[Brief]:
Count the lines below that contain the word "crossings", and give only that number.

[Source material]:
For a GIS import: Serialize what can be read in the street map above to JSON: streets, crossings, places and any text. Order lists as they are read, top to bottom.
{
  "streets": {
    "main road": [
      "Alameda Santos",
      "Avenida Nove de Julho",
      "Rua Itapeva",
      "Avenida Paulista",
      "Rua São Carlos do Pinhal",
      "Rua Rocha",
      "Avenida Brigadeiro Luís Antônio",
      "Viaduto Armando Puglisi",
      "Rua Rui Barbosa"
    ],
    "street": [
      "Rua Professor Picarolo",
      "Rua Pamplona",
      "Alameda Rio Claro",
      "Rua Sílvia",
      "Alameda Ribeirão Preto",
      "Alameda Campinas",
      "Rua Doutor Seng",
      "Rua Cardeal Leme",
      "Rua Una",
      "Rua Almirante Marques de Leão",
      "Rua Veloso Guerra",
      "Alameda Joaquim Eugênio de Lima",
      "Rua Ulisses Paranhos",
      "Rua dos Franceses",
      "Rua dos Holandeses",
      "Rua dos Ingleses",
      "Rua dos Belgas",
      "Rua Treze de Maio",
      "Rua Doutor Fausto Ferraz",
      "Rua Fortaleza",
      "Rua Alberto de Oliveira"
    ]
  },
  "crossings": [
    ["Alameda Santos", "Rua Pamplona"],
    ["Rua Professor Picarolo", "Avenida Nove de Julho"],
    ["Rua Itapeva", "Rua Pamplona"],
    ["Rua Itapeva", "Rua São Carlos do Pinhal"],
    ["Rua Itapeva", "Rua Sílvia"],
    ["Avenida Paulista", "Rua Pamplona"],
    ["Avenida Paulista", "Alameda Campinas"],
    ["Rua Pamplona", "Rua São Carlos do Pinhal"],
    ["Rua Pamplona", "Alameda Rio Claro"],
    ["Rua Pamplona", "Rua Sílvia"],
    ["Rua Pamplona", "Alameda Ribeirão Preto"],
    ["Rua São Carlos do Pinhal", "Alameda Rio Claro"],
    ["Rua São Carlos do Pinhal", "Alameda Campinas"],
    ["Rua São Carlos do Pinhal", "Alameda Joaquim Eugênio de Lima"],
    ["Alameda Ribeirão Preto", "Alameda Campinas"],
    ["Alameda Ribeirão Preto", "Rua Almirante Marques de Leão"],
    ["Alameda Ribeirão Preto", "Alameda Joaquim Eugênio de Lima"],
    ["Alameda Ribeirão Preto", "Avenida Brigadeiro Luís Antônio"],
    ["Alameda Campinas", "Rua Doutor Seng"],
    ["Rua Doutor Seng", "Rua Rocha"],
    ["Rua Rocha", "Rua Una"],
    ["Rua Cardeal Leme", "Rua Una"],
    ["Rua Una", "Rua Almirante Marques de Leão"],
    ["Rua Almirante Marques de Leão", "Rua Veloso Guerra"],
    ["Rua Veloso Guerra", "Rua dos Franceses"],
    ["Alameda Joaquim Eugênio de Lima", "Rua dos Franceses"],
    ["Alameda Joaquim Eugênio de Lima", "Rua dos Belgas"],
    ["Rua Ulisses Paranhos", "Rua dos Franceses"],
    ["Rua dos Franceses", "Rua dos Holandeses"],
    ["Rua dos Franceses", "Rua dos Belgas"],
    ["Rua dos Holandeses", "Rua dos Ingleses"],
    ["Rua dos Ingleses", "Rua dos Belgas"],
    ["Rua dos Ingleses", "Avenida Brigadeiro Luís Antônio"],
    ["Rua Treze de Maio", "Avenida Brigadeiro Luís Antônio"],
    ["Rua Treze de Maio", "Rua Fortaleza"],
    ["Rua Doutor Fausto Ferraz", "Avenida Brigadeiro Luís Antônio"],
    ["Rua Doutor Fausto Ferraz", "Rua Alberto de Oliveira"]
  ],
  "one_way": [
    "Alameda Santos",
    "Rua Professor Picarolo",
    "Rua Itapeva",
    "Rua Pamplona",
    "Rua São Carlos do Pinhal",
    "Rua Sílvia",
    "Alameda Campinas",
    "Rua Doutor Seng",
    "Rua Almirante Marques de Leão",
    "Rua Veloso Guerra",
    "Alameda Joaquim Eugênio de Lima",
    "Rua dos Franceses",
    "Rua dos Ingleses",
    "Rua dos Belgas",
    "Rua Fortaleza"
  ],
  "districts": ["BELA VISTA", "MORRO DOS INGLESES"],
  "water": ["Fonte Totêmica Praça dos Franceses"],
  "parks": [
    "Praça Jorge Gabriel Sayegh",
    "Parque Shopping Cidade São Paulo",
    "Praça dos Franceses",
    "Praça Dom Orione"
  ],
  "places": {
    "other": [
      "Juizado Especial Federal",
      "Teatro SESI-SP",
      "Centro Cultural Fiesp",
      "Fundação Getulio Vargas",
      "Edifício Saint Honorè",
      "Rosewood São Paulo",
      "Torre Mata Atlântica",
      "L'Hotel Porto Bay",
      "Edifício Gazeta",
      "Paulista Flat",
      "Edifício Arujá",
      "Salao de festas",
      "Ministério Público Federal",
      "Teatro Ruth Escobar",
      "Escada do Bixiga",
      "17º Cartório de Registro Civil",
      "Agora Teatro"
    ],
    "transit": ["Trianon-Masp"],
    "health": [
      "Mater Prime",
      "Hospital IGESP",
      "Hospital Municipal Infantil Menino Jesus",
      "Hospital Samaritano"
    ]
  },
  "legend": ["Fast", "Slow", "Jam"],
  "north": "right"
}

[Task result]:
2